A condição pode então progredir e envolvimento dos membros torácicos é notado, além de tetraplegia flácida e atrofia muscular generalizada. Aparentemente a condição per si não acarreta dor.

Procedimentos diagnósticos e resultados esperados

O diagnóstico clínico de mielopatia degeneraiva é feito por exclusão, em cães com manifestações clínicas compatíveis com a condição. Exames de sangue e de imagem (radiografias, tomografia computadorizada ou ressonância magnética) não apresentam alterações, embora comumente os cães apresentem outras condições envolvendo a coluna vertebral e a medula espinhal, como espondiloses, hérnias de disco, neoplasias).

O líquido cerebroespinhal pode apresentar elevação de proteína.

O diagnóstico definitivo somente pode ser feito por análise histopatológica após a necropsia. Os achados revelam uma degeneração axonal não inflamatória de tratos sensoriais ascendentes e motores descendentes, a qual se mostra mais grave na medula espinhal toracolombar.

O teste de DNA pode ser realizado para identificar se os indivíduos são portadores da mutação na SOD1, associada ao desenvolvimento de MD. Tal teste identifica se os cães dificilmente irão desenvolver MD (não possuem mutações, duas cópias normais do gene), se são portadores e com algum risco de desenvolver MD (uma cópia normal e outra com mutação), ou se estão em risco de desenvolver MD (duas cópias com mutação). Cães que desenvolveram a doença eram homozigotos para o gene anormal, mas há cães com a mesma mutação genética e que não chegaram a apresentar as manifestações clínicas. No Brasil não existe o teste genético. A Universidade de Missouri oferece o teste como parte de um estudo em MD (informações disponíveis no site www.caninegeneticdisease.net  e  www.ofa.org).

Diagnósticos diferenciais

-Doença do disco intervertebral tipo II-pode ser identificada com exames de imagem

-Neoplasias da coluna vertebral e medula espinhal- podem ser identificadas com exames de imagem

-Síndrome da cauda equina-acompanha dor, diminuição de tônus da cauda, reflexo anal diminuído, e pode ser identificada com exames de imagem.

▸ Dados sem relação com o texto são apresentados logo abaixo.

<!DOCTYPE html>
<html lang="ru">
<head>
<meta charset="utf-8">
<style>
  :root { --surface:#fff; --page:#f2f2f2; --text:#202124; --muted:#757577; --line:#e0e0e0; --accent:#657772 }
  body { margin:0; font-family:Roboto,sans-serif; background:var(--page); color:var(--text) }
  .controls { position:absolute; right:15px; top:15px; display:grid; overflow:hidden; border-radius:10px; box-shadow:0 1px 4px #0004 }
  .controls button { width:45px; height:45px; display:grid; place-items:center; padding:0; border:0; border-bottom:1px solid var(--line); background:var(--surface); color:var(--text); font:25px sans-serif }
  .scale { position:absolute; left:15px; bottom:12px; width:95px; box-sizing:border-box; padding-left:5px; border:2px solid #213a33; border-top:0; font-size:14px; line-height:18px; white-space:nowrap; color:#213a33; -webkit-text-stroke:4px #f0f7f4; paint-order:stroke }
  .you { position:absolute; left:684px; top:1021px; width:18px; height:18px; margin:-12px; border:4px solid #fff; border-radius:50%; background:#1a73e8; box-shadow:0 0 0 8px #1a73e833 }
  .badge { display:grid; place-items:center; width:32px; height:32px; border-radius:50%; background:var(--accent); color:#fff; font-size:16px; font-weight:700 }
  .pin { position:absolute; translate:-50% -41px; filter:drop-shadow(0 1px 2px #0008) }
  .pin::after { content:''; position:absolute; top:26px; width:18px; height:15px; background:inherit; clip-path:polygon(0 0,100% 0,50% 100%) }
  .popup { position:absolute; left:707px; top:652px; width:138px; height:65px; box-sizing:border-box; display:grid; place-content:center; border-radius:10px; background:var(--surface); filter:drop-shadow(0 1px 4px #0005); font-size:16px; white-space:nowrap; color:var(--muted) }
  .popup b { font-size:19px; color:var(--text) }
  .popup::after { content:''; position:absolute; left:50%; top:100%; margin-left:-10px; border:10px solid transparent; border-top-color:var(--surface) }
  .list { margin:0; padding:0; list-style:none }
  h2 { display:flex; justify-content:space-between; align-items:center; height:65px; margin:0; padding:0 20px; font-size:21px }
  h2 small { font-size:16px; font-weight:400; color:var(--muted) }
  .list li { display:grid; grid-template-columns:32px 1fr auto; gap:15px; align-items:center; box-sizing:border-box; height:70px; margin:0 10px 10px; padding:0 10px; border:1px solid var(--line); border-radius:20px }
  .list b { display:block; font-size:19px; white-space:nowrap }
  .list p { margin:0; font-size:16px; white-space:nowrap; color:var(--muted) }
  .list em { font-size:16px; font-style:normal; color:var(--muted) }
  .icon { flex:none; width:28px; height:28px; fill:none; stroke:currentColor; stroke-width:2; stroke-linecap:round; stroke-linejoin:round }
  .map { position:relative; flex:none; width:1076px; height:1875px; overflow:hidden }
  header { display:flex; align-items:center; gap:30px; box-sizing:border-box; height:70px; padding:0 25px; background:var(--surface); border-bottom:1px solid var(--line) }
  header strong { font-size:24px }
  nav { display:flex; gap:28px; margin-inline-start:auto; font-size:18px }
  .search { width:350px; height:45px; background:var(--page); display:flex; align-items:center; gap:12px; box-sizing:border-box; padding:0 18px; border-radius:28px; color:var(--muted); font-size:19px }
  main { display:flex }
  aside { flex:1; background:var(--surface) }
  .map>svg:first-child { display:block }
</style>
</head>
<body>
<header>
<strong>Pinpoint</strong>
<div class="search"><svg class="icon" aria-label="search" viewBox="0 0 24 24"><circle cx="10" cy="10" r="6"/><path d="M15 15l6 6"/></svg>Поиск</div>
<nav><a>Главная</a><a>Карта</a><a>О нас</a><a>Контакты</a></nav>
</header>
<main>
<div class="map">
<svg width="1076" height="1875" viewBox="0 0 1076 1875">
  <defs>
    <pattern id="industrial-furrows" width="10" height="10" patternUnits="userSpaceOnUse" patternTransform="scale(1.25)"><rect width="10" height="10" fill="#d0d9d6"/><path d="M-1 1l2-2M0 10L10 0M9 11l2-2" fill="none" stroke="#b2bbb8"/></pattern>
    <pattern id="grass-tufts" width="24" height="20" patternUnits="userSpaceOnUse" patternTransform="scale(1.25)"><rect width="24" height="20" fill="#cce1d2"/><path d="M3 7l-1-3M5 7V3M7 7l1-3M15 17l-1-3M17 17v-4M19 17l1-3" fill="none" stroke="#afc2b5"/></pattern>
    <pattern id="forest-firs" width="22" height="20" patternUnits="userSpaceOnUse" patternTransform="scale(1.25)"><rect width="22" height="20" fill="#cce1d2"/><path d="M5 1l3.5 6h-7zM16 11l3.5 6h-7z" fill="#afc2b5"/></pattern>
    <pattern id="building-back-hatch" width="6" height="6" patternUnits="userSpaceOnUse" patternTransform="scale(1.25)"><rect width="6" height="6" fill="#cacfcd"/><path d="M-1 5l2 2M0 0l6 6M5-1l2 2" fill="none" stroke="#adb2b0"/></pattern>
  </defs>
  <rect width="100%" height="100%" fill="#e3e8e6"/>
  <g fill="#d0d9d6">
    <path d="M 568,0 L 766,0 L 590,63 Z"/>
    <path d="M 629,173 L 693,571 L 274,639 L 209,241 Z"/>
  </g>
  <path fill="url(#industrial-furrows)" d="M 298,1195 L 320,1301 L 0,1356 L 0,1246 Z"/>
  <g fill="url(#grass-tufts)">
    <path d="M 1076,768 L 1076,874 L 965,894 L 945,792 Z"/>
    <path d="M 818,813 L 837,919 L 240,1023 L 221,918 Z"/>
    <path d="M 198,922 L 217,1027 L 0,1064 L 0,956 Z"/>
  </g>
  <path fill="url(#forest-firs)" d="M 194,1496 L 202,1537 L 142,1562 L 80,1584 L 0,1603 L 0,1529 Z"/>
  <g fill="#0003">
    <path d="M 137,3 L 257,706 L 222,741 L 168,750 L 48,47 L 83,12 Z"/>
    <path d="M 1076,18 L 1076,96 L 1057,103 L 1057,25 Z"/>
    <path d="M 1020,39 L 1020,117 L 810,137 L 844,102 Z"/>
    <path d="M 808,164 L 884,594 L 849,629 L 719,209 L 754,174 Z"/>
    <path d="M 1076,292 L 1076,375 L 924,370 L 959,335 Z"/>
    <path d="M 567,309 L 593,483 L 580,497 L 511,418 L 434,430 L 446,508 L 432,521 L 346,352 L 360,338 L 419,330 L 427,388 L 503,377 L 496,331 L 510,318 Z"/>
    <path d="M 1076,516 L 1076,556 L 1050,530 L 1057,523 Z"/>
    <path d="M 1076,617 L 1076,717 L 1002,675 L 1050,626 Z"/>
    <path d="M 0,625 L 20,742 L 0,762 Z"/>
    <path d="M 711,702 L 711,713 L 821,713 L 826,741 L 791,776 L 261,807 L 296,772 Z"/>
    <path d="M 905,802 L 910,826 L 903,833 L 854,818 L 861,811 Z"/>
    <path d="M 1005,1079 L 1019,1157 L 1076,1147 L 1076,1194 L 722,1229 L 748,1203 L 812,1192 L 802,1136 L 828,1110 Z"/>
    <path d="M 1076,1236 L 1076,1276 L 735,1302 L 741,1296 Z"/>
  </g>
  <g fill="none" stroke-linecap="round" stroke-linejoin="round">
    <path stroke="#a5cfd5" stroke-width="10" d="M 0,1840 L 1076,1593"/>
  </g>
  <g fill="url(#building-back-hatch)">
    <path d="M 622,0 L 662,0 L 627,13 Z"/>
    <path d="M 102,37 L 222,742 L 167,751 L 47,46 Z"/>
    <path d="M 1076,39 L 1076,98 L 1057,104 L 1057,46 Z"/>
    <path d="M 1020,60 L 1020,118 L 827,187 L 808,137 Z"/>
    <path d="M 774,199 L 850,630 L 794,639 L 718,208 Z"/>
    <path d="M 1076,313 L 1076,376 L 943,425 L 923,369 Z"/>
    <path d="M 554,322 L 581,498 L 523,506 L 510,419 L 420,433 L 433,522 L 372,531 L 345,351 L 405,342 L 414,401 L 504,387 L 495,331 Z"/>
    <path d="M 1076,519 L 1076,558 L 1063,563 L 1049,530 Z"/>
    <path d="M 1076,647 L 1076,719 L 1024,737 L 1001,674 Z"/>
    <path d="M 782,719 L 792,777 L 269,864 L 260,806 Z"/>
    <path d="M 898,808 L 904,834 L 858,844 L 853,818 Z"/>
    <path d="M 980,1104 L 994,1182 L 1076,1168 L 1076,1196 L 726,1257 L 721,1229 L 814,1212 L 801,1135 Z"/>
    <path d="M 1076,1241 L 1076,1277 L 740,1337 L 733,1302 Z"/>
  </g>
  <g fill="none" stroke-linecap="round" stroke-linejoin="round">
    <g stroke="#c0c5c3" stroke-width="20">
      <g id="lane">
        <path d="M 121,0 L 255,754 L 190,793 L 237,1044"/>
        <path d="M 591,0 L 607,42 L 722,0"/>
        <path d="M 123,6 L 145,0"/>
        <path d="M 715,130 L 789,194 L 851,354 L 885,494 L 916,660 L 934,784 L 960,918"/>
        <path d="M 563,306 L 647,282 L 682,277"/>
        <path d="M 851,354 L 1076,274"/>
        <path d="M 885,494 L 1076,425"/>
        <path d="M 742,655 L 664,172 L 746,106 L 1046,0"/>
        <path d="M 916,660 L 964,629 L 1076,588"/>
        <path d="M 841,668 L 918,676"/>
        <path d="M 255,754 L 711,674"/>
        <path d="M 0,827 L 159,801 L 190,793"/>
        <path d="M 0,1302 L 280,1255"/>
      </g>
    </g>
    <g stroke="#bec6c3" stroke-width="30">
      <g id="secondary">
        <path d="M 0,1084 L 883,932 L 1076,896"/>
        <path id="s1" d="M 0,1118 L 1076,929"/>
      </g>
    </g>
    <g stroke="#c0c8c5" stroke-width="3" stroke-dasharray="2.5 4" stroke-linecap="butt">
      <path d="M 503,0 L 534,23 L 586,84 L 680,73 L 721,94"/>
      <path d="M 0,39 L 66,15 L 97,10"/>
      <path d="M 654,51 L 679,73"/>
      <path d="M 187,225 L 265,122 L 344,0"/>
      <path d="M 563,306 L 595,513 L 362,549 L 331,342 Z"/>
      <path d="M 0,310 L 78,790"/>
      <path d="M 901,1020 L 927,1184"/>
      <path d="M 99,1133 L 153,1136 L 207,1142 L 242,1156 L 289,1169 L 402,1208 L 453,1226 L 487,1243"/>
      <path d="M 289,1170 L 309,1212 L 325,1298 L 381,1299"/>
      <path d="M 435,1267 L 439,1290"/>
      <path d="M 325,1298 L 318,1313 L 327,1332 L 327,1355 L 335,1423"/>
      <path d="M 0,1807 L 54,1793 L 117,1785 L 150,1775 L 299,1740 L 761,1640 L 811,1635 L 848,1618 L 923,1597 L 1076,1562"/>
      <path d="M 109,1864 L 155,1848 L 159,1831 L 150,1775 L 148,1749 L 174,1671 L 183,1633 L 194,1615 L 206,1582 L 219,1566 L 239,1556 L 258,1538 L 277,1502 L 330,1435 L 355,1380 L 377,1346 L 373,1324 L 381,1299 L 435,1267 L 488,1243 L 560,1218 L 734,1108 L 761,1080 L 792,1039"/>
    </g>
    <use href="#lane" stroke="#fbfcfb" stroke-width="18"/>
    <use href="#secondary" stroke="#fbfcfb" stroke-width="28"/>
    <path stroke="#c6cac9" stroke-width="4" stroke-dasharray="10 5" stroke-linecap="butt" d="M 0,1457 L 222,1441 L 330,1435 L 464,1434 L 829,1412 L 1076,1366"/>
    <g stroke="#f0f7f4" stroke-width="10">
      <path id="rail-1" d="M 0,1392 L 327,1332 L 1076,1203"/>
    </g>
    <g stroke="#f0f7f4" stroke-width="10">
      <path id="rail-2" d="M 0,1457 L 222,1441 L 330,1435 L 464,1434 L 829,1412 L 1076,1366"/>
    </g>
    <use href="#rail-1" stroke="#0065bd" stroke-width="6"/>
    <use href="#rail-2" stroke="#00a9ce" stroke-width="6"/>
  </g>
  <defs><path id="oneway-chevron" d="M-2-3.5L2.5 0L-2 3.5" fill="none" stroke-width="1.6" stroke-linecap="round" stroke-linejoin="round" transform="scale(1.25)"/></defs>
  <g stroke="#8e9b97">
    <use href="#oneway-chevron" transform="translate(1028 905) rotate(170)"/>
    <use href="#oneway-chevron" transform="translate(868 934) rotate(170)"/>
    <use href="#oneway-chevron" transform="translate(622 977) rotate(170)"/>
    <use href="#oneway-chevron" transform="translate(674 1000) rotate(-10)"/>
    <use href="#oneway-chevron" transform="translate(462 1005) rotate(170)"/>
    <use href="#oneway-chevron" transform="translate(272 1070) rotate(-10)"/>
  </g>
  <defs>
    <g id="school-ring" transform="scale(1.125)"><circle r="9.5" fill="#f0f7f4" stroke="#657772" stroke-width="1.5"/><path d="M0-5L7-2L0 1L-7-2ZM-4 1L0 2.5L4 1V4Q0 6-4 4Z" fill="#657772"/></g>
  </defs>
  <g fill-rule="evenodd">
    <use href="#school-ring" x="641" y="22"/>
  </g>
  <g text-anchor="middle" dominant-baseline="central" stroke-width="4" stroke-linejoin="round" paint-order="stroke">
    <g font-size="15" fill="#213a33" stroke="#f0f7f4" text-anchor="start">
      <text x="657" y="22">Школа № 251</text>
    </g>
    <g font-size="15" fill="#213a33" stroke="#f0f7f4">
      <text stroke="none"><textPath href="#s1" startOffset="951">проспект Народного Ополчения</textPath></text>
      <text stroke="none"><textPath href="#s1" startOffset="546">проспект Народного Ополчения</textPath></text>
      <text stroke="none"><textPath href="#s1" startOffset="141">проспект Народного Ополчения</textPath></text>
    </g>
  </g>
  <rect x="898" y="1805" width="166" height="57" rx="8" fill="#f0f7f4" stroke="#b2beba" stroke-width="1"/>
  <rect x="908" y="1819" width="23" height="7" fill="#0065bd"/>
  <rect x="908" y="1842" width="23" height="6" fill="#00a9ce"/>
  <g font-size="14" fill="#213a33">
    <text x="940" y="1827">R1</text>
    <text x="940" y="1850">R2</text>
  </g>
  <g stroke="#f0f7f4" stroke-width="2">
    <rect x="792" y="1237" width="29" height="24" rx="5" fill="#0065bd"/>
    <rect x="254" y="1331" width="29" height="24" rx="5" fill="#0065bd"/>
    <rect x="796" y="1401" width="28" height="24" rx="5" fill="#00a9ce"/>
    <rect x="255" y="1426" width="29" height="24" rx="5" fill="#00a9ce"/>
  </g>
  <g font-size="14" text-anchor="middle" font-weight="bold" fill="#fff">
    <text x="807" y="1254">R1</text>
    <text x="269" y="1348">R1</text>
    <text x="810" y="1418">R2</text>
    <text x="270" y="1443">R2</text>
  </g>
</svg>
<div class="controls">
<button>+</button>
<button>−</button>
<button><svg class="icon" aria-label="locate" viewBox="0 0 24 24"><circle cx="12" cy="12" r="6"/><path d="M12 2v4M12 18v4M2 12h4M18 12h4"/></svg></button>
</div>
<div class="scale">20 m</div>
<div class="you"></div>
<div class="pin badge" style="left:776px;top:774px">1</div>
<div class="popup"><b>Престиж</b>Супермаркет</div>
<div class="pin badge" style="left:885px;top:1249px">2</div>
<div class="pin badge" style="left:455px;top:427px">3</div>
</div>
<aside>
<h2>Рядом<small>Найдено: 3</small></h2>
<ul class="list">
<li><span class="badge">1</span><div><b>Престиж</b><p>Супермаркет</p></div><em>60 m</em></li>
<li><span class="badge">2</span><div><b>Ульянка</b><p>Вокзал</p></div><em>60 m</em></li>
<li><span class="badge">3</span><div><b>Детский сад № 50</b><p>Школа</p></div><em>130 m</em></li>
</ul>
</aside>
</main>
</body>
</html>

-Discoespondilite- acompanha dor, pode ser identificada com exames de imagem

-Displasia coxo femoral-não produz déficits neurológicos.

Terapia inicial

Não há até o momento tratamento eficaz para reverter a MD

Terapia de manutenção

Fisioterapia é recomendada para prevenir atrofia e aumentar a sobrevida. Cães que fazem reabilitação permanecem ambulatórios por mais tempo.

Cuidados de higiene são indicados principalmente para os cães não ambulatórios. Esses animais também são candidatos a utilizar carrinhos.

Prognóstico

O prognóstico é ruim. Comumente os cães são submetidos a eutanásia pela dificuldade em lidar com a paraplegia e incontinência urinária e fecal, o que pode ser ainda mais difícil em cães de grande porte.